** Opening DATA BELOW block **
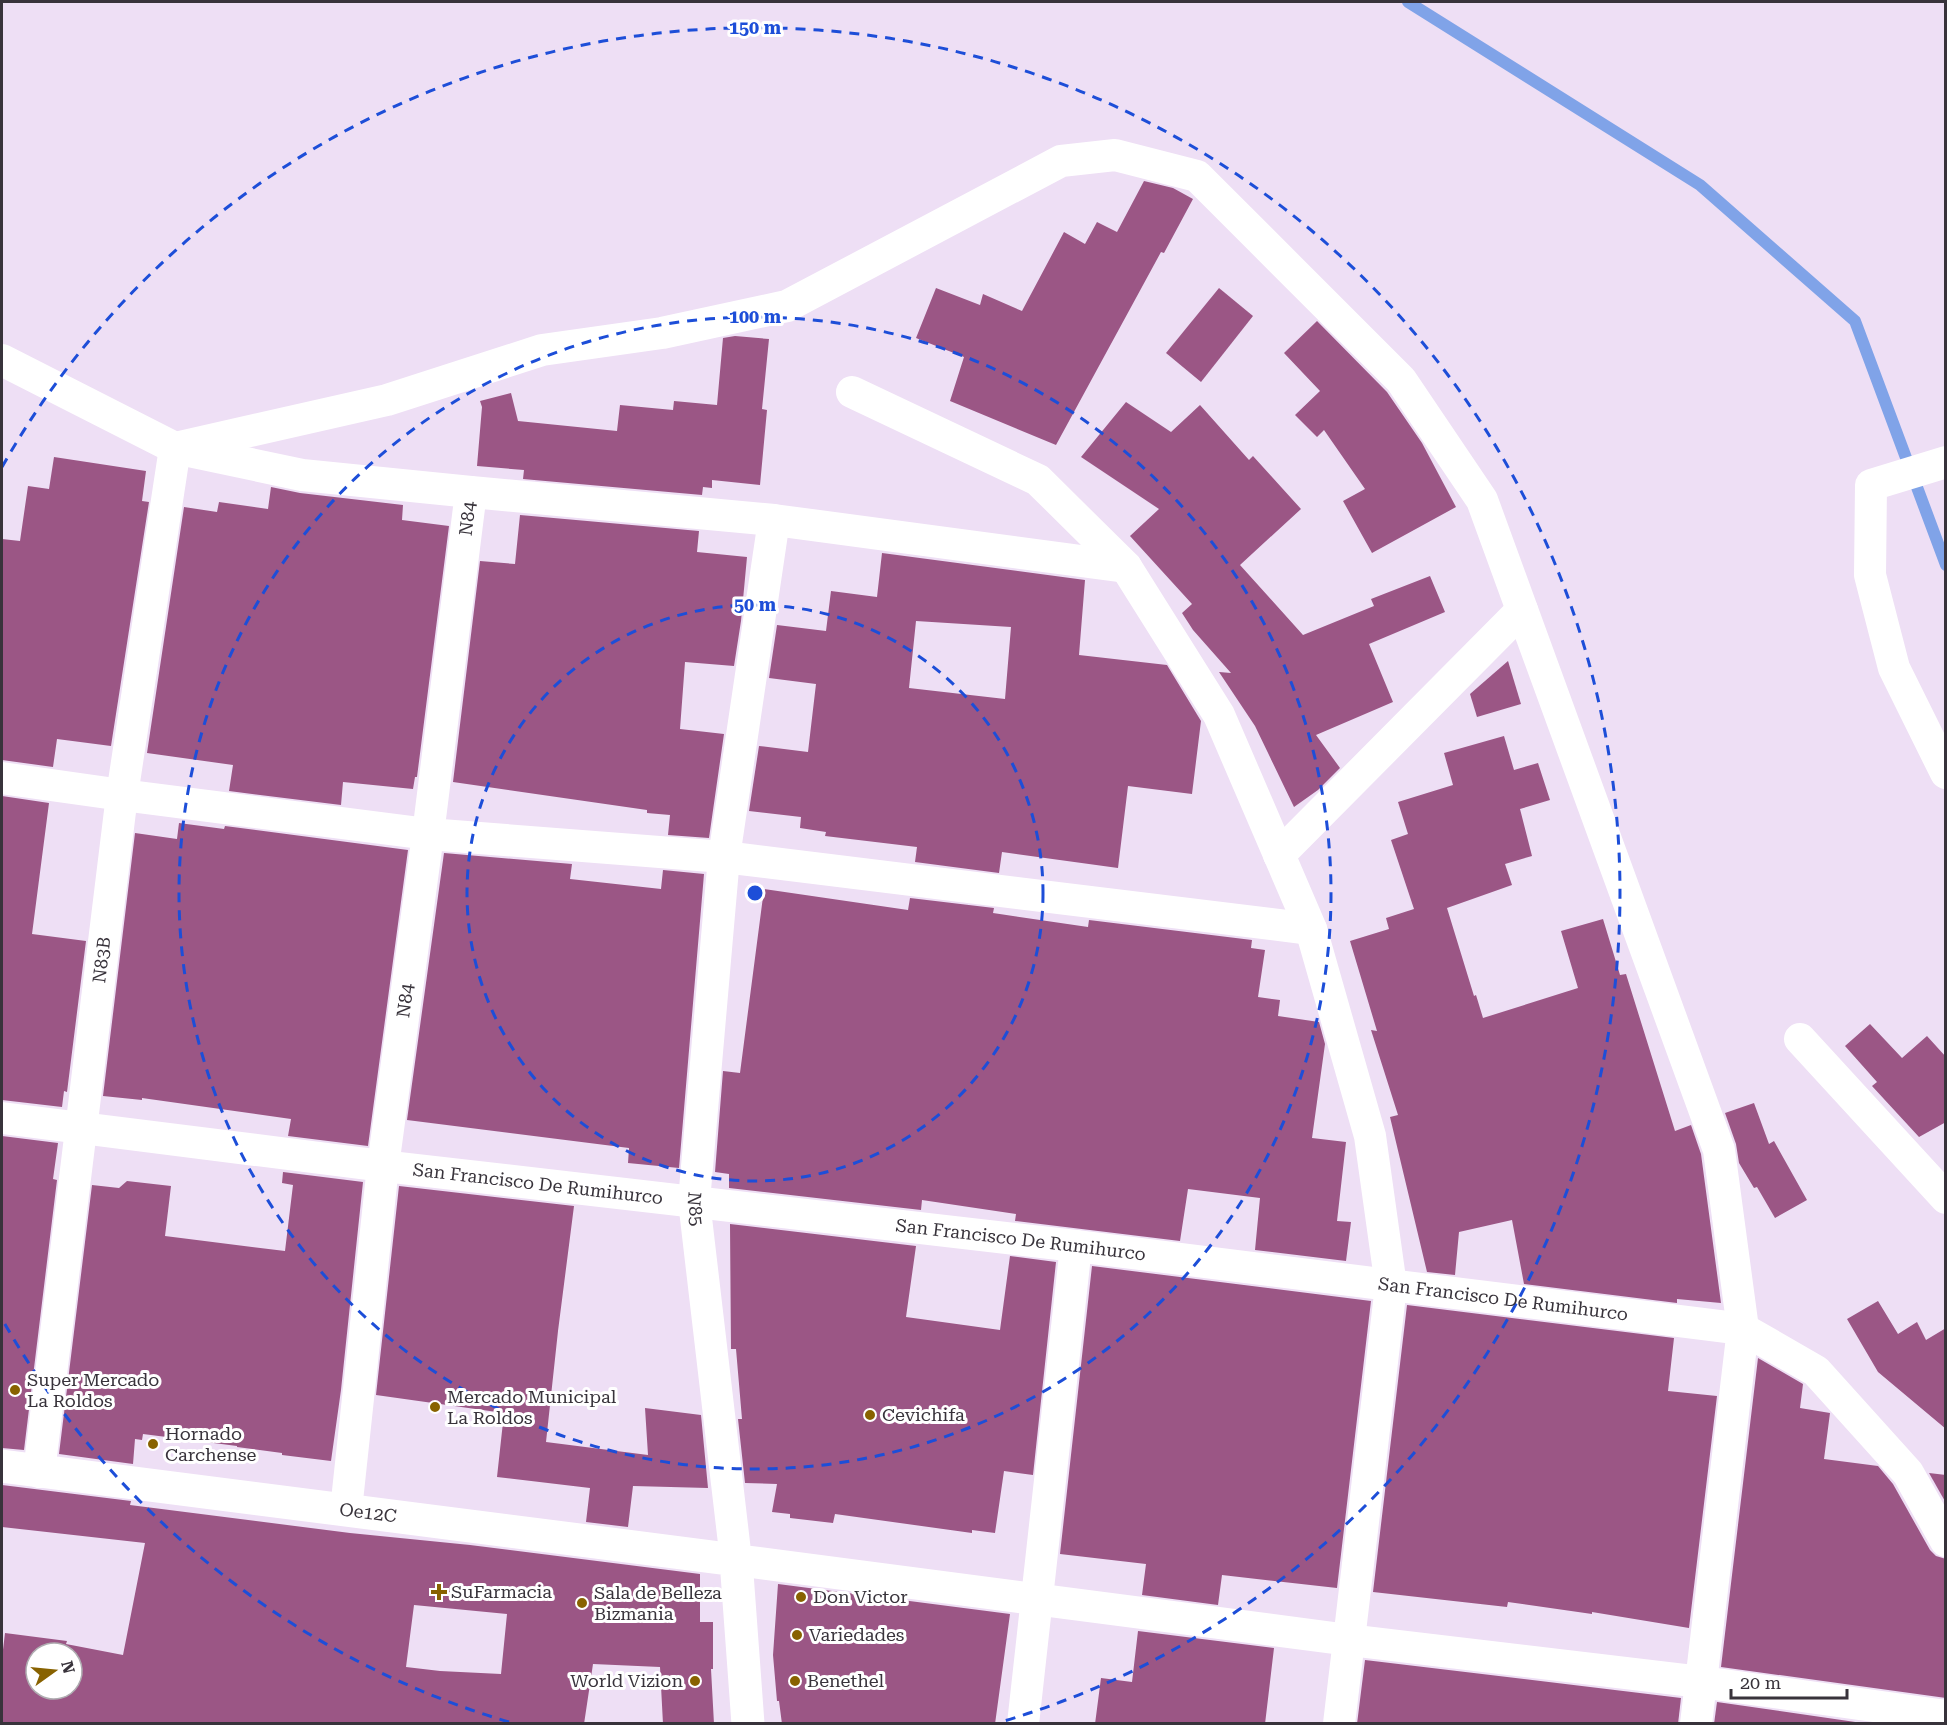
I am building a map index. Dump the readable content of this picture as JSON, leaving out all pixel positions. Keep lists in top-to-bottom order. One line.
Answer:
{"streets":{"main road":["Oe12C"],"street":["N84","N83B","San Francisco De Rumihurco","N85"]},"crossings":[["N84","San Francisco De Rumihurco"],["N84","Oe12C"],["N83B","San Francisco De Rumihurco"],["N83B","Oe12C"],["San Francisco De Rumihurco","N85"],["N85","Oe12C"]],"places":{"other":["Super Mercado La Roldos","Mercado Municipal La Roldos","Cevichifa","Hornado Carchense","Don Victor","Sala de Belleza Bizmania","Variedades","World Vizion","Benethel"],"health":["SuFarmacia"]},"scale_bar":"20 m","north":"right","rings":["150 m","100 m","50 m"]}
** Closing DATA BELOW block **
[WORK TO COMPLETE]
Print the listing exactly. No pictures belong in the copy.

[RESULT OF THIS EXERCISE]
I am building a map index. Dump the readable content of this picture as JSON, leaving out all pixel positions. Keep lists in top-to-bottom order. One line.
Answer:
{"streets":{"main road":["Oe12C"],"street":["N84","N83B","San Francisco De Rumihurco","N85"]},"crossings":[["N84","San Francisco De Rumihurco"],["N84","Oe12C"],["N83B","San Francisco De Rumihurco"],["N83B","Oe12C"],["San Francisco De Rumihurco","N85"],["N85","Oe12C"]],"places":{"other":["Super Mercado La Roldos","Mercado Municipal La Roldos","Cevichifa","Hornado Carchense","Don Victor","Sala de Belleza Bizmania","Variedades","World Vizion","Benethel"],"health":["SuFarmacia"]},"scale_bar":"20 m","north":"right","rings":["150 m","100 m","50 m"]}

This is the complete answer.